The look-through approach is the one that, at the end of the calculation, probably requires the least regulatory capital to be held. However, it requires there to be a lot of information from the fund to the bank, such that the bank can look through to its underlying exposure to the fund’s investments rather than just the exposure to the fund itself.
 
By contrast, the mandate-based approach means looking at the level of exposure of the bank to the fund rather than to its underlying investments. This approach takes into account risk weightings based on various information.
 
The third approach – the ‘fall-back’ – is the most painful in terms of regulatory capital required. It is used when neither of the other two approaches are feasible. In this case, a 1,250 percent risk weighting is applied to the bank’s equity investment. 
 
This approach, says Macfarlanes’ Ellison, “could be seen as somewhat punitive. The message to banks is: ‘If you don’t (or are unable to) assess the risks to which this exposes you, then it could become a rather painful investment’.”
 
Clearly, applying a 1,250 percent charge would end up being a large number and could make banks reluctant to invest in funds when they are forced to adopt this approach. According to Ellison, this change may come as something of a surprise to banks that are invested in funds because, up until now, they have been able to use either the standardized approach under the existing regime, which in some cases allows them to adopt a lighter risk weighting, or they have used an advanced approach if they are a globally systemic bank.

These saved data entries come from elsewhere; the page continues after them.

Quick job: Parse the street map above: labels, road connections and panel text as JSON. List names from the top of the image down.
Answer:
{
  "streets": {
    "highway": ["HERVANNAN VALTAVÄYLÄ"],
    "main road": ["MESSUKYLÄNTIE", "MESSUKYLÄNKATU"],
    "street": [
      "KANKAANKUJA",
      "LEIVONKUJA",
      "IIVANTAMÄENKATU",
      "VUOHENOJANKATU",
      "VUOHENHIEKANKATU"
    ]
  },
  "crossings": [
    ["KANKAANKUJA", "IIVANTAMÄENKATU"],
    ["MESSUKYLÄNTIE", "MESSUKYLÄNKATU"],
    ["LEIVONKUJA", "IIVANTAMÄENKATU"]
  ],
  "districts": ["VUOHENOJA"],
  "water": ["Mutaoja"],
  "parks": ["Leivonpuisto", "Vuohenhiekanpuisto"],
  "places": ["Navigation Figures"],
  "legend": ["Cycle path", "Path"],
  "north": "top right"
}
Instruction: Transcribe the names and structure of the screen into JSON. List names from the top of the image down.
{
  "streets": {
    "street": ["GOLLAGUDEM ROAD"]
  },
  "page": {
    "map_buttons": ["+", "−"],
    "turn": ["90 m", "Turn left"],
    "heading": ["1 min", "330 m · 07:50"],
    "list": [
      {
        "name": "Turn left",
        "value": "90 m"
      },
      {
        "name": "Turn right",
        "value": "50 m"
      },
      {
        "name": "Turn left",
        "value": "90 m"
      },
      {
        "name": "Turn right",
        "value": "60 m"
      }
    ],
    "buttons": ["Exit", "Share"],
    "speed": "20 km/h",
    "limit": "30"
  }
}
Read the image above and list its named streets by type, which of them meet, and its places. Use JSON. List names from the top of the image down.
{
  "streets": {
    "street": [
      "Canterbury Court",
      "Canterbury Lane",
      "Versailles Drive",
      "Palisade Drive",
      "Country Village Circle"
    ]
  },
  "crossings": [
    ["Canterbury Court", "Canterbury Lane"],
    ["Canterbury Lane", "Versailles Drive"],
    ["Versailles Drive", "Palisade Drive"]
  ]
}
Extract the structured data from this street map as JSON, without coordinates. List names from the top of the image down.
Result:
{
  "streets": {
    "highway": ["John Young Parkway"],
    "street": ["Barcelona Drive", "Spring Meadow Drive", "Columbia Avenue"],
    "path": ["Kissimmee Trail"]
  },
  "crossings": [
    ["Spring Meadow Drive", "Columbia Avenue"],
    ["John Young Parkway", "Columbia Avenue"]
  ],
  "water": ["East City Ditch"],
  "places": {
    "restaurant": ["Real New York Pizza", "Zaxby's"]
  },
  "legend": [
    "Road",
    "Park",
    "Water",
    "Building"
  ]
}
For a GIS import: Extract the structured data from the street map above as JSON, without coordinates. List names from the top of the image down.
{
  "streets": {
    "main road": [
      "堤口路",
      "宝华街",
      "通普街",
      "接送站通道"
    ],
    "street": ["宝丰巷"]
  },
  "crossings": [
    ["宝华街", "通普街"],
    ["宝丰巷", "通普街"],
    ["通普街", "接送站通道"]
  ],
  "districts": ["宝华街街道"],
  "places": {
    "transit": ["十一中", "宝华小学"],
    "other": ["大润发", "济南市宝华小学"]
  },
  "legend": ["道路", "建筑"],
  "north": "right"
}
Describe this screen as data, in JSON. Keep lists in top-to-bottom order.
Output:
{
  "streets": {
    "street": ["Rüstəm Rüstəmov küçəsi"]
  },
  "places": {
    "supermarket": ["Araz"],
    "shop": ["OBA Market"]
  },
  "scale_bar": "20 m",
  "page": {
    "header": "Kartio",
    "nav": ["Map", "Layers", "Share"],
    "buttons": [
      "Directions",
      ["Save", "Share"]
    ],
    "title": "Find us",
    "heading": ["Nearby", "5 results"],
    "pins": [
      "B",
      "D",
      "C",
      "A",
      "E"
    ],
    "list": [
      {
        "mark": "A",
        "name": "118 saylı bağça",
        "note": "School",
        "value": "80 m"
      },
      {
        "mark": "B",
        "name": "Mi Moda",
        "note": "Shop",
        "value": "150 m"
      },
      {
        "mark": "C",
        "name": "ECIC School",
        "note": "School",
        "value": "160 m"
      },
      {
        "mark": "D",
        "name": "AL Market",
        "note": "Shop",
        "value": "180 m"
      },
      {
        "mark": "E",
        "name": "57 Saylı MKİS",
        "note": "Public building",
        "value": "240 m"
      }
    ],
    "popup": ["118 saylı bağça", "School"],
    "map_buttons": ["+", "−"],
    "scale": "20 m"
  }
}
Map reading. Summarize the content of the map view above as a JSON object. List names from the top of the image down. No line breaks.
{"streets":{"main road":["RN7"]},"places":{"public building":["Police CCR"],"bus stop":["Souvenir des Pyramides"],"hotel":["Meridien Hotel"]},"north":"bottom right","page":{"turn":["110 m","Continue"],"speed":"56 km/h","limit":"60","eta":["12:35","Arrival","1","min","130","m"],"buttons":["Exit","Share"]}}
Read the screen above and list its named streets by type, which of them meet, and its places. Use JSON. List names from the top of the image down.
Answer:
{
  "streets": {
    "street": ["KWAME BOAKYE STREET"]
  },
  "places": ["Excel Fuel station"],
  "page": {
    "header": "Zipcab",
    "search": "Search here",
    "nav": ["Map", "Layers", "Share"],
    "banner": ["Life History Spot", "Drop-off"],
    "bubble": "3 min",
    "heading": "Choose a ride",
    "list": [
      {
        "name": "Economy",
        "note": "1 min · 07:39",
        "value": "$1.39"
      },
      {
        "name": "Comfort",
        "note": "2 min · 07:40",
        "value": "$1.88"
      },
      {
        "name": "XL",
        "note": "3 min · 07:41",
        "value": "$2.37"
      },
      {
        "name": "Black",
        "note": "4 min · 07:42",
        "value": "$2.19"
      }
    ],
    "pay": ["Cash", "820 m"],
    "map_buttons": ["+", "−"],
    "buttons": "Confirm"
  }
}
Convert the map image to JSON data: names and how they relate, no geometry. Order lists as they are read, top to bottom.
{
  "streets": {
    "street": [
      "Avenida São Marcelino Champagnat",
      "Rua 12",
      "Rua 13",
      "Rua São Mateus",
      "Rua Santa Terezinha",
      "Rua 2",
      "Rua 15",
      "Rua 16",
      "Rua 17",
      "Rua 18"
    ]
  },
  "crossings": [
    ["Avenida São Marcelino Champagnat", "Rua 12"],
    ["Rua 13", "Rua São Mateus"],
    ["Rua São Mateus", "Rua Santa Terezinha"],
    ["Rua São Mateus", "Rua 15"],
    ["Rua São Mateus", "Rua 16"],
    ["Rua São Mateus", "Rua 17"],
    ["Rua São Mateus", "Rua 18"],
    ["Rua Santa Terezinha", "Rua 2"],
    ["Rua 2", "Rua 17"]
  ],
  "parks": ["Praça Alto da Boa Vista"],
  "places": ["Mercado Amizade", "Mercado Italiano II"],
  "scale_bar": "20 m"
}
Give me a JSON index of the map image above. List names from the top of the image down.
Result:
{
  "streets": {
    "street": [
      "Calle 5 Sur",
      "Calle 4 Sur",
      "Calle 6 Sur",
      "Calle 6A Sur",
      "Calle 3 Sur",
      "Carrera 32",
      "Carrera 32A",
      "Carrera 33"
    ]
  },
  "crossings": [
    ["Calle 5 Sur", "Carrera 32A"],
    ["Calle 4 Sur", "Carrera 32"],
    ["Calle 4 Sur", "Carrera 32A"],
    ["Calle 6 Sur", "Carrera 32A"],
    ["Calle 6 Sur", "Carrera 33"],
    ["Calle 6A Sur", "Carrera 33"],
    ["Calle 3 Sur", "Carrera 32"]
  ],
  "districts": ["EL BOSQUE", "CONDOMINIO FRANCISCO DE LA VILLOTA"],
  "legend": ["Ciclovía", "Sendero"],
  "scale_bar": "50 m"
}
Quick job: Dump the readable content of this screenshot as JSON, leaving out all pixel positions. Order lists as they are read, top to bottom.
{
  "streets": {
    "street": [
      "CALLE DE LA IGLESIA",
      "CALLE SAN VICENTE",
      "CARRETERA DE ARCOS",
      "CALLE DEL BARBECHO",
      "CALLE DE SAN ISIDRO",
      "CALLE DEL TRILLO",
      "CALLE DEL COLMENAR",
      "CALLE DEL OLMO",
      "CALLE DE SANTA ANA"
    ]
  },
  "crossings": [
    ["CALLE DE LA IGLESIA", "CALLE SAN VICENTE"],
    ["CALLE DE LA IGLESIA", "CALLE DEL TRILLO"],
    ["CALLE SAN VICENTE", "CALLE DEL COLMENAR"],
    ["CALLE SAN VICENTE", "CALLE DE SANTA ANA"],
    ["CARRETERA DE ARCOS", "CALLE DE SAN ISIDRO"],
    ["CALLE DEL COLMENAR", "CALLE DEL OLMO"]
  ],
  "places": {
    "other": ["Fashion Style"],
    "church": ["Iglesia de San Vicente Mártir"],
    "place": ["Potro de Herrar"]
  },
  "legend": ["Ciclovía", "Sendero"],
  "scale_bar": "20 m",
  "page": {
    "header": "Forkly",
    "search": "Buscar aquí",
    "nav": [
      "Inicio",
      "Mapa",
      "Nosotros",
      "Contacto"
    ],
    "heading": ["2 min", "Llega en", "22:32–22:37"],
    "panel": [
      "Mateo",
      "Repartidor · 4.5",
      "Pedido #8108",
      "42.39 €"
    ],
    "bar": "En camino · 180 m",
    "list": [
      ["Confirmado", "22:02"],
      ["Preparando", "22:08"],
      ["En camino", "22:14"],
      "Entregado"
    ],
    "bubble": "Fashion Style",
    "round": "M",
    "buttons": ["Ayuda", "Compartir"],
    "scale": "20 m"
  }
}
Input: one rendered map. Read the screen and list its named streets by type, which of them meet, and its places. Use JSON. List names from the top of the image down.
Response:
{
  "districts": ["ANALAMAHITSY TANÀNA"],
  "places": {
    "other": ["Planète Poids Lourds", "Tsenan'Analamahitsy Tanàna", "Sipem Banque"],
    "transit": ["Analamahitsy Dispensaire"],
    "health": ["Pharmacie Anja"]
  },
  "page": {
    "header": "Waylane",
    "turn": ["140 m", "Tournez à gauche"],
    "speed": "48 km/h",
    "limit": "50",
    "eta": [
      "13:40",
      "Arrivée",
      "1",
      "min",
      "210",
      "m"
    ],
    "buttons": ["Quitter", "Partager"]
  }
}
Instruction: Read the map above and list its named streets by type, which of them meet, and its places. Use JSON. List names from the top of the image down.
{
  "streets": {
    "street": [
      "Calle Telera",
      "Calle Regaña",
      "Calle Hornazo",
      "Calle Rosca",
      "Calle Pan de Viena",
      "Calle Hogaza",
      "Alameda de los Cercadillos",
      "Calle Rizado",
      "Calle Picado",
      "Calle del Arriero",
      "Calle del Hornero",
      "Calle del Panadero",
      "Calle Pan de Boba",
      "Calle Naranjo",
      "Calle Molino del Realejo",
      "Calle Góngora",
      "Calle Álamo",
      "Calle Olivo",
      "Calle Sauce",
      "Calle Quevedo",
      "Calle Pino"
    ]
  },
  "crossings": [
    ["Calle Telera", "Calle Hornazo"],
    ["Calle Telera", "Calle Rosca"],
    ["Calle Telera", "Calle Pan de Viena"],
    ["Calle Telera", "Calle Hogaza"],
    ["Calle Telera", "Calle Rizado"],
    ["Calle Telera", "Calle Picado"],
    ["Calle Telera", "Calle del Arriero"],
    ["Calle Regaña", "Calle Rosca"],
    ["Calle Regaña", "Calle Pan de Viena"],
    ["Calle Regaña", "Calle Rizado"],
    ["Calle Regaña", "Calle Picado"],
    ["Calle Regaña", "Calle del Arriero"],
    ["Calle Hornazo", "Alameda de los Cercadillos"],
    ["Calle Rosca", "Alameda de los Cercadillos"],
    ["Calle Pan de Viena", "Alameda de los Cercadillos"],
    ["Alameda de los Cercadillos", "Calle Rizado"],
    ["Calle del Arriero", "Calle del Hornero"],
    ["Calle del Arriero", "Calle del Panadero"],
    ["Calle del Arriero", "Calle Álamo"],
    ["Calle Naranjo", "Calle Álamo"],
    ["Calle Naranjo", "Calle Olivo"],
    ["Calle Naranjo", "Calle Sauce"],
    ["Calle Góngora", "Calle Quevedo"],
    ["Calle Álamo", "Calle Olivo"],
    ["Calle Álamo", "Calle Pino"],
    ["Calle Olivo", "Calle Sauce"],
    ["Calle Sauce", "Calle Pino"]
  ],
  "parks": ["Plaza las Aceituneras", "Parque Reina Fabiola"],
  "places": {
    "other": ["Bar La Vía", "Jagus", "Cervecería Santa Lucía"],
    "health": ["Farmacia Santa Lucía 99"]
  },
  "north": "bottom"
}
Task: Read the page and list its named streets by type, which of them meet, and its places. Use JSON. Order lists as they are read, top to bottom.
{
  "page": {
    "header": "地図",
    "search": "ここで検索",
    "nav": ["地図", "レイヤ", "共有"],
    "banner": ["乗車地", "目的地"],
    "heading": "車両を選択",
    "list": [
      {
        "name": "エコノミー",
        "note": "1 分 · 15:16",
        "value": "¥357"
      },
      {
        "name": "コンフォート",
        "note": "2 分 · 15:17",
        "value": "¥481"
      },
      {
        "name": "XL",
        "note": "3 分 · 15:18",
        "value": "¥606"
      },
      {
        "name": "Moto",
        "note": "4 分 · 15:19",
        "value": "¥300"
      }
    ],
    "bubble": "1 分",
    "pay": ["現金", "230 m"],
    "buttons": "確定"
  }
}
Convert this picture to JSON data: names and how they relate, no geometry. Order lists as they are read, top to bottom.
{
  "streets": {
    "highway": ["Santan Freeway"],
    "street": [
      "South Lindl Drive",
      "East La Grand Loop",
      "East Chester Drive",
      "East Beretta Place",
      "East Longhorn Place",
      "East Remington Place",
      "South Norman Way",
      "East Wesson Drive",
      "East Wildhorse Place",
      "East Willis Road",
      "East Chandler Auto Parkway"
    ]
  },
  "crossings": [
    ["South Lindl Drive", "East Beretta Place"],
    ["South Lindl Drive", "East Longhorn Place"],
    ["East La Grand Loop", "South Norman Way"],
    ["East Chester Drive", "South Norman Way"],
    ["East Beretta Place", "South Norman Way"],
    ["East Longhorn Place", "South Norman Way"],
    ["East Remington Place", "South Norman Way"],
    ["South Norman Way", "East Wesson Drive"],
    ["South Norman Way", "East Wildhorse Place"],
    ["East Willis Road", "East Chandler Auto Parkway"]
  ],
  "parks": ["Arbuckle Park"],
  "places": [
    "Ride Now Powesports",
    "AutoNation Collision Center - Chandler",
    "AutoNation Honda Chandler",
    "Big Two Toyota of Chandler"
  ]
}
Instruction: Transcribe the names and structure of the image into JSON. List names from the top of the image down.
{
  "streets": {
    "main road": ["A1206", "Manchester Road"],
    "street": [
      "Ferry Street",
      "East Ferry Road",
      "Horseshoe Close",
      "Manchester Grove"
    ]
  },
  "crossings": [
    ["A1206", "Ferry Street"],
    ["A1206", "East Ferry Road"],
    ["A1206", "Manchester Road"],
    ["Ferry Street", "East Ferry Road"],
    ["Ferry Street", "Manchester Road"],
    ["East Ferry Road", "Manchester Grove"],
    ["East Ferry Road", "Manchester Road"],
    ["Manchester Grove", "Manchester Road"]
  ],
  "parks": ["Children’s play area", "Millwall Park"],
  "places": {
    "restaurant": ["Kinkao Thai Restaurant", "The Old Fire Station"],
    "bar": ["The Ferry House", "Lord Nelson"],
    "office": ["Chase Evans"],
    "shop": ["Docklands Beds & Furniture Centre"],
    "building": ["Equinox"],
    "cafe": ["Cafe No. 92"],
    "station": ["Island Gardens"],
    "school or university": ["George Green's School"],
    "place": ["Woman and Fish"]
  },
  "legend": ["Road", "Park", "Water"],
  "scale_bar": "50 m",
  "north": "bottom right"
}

The latter scenario has enabled such banks to come up with their own models to weigh risk.
 
While the new regulations only apply to holdings in funds that are not on a bank’s trading books, the Basel Committee on Banking Supervision has stated that it is mindful of the need to avoid a disparate treatment between the banking book and trading book, implying that a similar regime may be applied to the trading book in the future. 
 
So, just how significant are banks’ balance sheets in the universe of private equity and real estate investors? It is a question for which there doesn’t seem to be a ready answer, although new rules auger the pool of banks as LPs shrinking.